Information:
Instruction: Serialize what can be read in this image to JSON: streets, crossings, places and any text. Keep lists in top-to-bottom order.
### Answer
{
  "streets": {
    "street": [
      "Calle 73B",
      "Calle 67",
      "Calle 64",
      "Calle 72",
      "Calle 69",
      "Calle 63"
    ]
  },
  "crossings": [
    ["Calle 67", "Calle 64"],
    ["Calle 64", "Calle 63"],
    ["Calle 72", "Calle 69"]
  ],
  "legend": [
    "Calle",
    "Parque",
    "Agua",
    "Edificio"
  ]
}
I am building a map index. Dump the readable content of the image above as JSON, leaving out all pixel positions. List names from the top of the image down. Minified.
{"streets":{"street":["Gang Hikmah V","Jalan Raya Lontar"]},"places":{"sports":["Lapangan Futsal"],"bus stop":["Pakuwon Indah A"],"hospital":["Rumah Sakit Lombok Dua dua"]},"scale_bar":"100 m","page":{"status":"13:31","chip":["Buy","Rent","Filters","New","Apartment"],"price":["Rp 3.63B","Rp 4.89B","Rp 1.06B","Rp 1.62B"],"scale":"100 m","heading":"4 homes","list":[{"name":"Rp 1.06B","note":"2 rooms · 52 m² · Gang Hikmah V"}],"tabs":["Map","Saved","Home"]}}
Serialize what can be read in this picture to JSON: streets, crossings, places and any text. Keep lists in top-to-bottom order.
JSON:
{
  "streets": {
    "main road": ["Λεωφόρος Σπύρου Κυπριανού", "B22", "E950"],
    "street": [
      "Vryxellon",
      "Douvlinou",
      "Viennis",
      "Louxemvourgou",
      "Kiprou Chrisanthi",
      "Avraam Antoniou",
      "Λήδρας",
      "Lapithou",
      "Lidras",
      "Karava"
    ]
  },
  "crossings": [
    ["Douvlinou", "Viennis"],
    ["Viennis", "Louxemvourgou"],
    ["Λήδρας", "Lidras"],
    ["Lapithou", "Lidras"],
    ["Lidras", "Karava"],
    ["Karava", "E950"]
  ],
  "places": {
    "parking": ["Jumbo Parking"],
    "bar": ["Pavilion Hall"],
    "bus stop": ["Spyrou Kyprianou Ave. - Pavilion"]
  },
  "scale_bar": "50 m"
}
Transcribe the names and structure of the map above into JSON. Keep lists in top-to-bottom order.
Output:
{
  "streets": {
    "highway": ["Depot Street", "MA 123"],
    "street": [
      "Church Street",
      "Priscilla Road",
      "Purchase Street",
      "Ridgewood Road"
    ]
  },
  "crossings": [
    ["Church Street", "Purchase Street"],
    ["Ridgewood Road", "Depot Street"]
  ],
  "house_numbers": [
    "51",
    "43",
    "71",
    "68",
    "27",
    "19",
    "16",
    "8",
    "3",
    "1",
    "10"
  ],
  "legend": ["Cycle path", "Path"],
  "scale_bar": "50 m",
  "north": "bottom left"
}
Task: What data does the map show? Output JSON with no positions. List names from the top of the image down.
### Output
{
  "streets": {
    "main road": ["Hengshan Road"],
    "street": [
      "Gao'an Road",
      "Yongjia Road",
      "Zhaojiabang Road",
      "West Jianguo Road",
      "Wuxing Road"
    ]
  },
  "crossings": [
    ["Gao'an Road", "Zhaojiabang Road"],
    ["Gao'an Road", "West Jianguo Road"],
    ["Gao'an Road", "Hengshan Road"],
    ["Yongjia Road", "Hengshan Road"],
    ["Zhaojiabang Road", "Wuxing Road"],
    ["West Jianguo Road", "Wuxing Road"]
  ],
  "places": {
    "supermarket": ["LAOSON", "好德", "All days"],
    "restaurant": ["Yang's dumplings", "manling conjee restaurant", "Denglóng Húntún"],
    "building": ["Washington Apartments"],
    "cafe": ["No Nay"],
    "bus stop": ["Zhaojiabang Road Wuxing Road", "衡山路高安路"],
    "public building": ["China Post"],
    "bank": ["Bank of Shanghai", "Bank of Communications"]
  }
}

What is expected: Which lines of the entries above contain the string "Keep"? Copy each one.

Expected answer:
Instruction: Serialize what can be read in this image to JSON: streets, crossings, places and any text. Keep lists in top-to-bottom order.
Serialize what can be read in this picture to JSON: streets, crossings, places and any text. Keep lists in top-to-bottom order.
Transcribe the names and structure of the map above into JSON. Keep lists in top-to-bottom order.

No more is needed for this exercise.